[Dataset entries]
┄┄┄┄┄┄
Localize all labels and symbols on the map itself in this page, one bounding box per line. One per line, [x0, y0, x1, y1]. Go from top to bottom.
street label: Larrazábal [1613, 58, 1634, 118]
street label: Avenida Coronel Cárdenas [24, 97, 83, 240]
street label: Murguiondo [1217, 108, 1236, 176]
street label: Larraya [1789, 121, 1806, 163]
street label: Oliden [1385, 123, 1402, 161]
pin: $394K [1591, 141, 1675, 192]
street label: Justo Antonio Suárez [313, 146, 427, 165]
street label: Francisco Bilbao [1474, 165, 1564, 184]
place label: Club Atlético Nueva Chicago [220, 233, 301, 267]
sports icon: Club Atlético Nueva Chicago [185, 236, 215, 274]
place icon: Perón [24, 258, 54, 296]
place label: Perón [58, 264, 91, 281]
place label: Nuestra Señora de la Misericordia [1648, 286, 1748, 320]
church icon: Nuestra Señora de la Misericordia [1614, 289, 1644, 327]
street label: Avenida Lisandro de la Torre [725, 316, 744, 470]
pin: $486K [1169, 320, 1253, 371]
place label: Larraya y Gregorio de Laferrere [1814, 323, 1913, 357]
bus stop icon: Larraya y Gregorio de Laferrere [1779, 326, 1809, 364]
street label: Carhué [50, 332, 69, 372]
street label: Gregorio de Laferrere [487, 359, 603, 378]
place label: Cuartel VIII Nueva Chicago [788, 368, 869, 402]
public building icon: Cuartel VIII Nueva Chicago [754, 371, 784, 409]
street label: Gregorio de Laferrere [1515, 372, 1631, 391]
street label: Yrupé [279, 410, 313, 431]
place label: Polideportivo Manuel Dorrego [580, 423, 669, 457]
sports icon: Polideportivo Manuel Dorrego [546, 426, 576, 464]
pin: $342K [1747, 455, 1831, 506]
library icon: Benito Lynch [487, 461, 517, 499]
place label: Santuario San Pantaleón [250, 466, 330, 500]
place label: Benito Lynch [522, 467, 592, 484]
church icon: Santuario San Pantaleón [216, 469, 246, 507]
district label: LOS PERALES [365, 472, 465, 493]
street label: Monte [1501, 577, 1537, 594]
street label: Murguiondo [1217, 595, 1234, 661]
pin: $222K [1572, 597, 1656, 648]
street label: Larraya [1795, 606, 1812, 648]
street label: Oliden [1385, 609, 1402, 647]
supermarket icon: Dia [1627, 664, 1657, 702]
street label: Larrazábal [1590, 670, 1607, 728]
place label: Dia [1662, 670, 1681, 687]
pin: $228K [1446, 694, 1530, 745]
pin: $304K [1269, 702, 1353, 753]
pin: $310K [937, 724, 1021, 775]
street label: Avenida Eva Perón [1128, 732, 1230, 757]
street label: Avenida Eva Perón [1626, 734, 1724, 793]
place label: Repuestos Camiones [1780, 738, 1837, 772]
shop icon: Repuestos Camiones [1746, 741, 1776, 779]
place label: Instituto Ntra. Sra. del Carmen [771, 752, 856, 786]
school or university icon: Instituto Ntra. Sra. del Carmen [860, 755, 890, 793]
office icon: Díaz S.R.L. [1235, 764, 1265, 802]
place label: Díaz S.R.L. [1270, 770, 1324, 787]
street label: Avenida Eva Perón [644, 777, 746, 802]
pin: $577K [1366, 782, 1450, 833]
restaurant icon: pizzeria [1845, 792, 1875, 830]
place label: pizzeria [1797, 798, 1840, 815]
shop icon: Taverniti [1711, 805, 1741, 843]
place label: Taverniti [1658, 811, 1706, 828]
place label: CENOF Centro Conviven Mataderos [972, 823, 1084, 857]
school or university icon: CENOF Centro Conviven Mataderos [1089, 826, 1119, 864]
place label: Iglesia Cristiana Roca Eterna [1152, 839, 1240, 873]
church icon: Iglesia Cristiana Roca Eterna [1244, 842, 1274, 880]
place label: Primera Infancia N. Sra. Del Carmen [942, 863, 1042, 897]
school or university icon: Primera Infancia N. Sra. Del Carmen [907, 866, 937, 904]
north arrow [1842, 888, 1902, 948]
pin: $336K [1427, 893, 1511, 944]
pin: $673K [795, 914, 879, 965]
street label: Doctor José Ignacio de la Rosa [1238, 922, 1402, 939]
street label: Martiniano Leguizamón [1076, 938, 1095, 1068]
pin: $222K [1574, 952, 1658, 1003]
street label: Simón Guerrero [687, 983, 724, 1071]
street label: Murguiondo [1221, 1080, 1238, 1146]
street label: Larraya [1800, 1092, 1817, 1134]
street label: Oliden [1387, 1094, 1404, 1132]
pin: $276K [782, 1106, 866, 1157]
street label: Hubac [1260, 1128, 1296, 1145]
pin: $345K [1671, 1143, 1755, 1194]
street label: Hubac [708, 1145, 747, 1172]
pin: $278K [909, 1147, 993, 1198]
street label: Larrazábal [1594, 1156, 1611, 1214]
┄┄┄┄┄┄
- [Task description]
The records above must be retyped in full. Keep each one exactly as it is.

- [Output of the task]
Localize all labels and symbols on the map itself in this page, one bounding box per line. One per line, [x0, y0, x1, y1]. Go from top to bottom.
street label: Larrazábal [1613, 58, 1634, 118]
street label: Avenida Coronel Cárdenas [24, 97, 83, 240]
street label: Murguiondo [1217, 108, 1236, 176]
street label: Larraya [1789, 121, 1806, 163]
street label: Oliden [1385, 123, 1402, 161]
pin: $394K [1591, 141, 1675, 192]
street label: Justo Antonio Suárez [313, 146, 427, 165]
street label: Francisco Bilbao [1474, 165, 1564, 184]
place label: Club Atlético Nueva Chicago [220, 233, 301, 267]
sports icon: Club Atlético Nueva Chicago [185, 236, 215, 274]
place icon: Perón [24, 258, 54, 296]
place label: Perón [58, 264, 91, 281]
place label: Nuestra Señora de la Misericordia [1648, 286, 1748, 320]
church icon: Nuestra Señora de la Misericordia [1614, 289, 1644, 327]
street label: Avenida Lisandro de la Torre [725, 316, 744, 470]
pin: $486K [1169, 320, 1253, 371]
place label: Larraya y Gregorio de Laferrere [1814, 323, 1913, 357]
bus stop icon: Larraya y Gregorio de Laferrere [1779, 326, 1809, 364]
street label: Carhué [50, 332, 69, 372]
street label: Gregorio de Laferrere [487, 359, 603, 378]
place label: Cuartel VIII Nueva Chicago [788, 368, 869, 402]
public building icon: Cuartel VIII Nueva Chicago [754, 371, 784, 409]
street label: Gregorio de Laferrere [1515, 372, 1631, 391]
street label: Yrupé [279, 410, 313, 431]
place label: Polideportivo Manuel Dorrego [580, 423, 669, 457]
sports icon: Polideportivo Manuel Dorrego [546, 426, 576, 464]
pin: $342K [1747, 455, 1831, 506]
library icon: Benito Lynch [487, 461, 517, 499]
place label: Santuario San Pantaleón [250, 466, 330, 500]
place label: Benito Lynch [522, 467, 592, 484]
church icon: Santuario San Pantaleón [216, 469, 246, 507]
district label: LOS PERALES [365, 472, 465, 493]
street label: Monte [1501, 577, 1537, 594]
street label: Murguiondo [1217, 595, 1234, 661]
pin: $222K [1572, 597, 1656, 648]
street label: Larraya [1795, 606, 1812, 648]
street label: Oliden [1385, 609, 1402, 647]
supermarket icon: Dia [1627, 664, 1657, 702]
street label: Larrazábal [1590, 670, 1607, 728]
place label: Dia [1662, 670, 1681, 687]
pin: $228K [1446, 694, 1530, 745]
pin: $304K [1269, 702, 1353, 753]
pin: $310K [937, 724, 1021, 775]
street label: Avenida Eva Perón [1128, 732, 1230, 757]
street label: Avenida Eva Perón [1626, 734, 1724, 793]
place label: Repuestos Camiones [1780, 738, 1837, 772]
shop icon: Repuestos Camiones [1746, 741, 1776, 779]
place label: Instituto Ntra. Sra. del Carmen [771, 752, 856, 786]
school or university icon: Instituto Ntra. Sra. del Carmen [860, 755, 890, 793]
office icon: Díaz S.R.L. [1235, 764, 1265, 802]
place label: Díaz S.R.L. [1270, 770, 1324, 787]
street label: Avenida Eva Perón [644, 777, 746, 802]
pin: $577K [1366, 782, 1450, 833]
restaurant icon: pizzeria [1845, 792, 1875, 830]
place label: pizzeria [1797, 798, 1840, 815]
shop icon: Taverniti [1711, 805, 1741, 843]
place label: Taverniti [1658, 811, 1706, 828]
place label: CENOF Centro Conviven Mataderos [972, 823, 1084, 857]
school or university icon: CENOF Centro Conviven Mataderos [1089, 826, 1119, 864]
place label: Iglesia Cristiana Roca Eterna [1152, 839, 1240, 873]
church icon: Iglesia Cristiana Roca Eterna [1244, 842, 1274, 880]
place label: Primera Infancia N. Sra. Del Carmen [942, 863, 1042, 897]
school or university icon: Primera Infancia N. Sra. Del Carmen [907, 866, 937, 904]
north arrow [1842, 888, 1902, 948]
pin: $336K [1427, 893, 1511, 944]
pin: $673K [795, 914, 879, 965]
street label: Doctor José Ignacio de la Rosa [1238, 922, 1402, 939]
street label: Martiniano Leguizamón [1076, 938, 1095, 1068]
pin: $222K [1574, 952, 1658, 1003]
street label: Simón Guerrero [687, 983, 724, 1071]
street label: Murguiondo [1221, 1080, 1238, 1146]
street label: Larraya [1800, 1092, 1817, 1134]
street label: Oliden [1387, 1094, 1404, 1132]
pin: $276K [782, 1106, 866, 1157]
street label: Hubac [1260, 1128, 1296, 1145]
pin: $345K [1671, 1143, 1755, 1194]
street label: Hubac [708, 1145, 747, 1172]
pin: $278K [909, 1147, 993, 1198]
street label: Larrazábal [1594, 1156, 1611, 1214]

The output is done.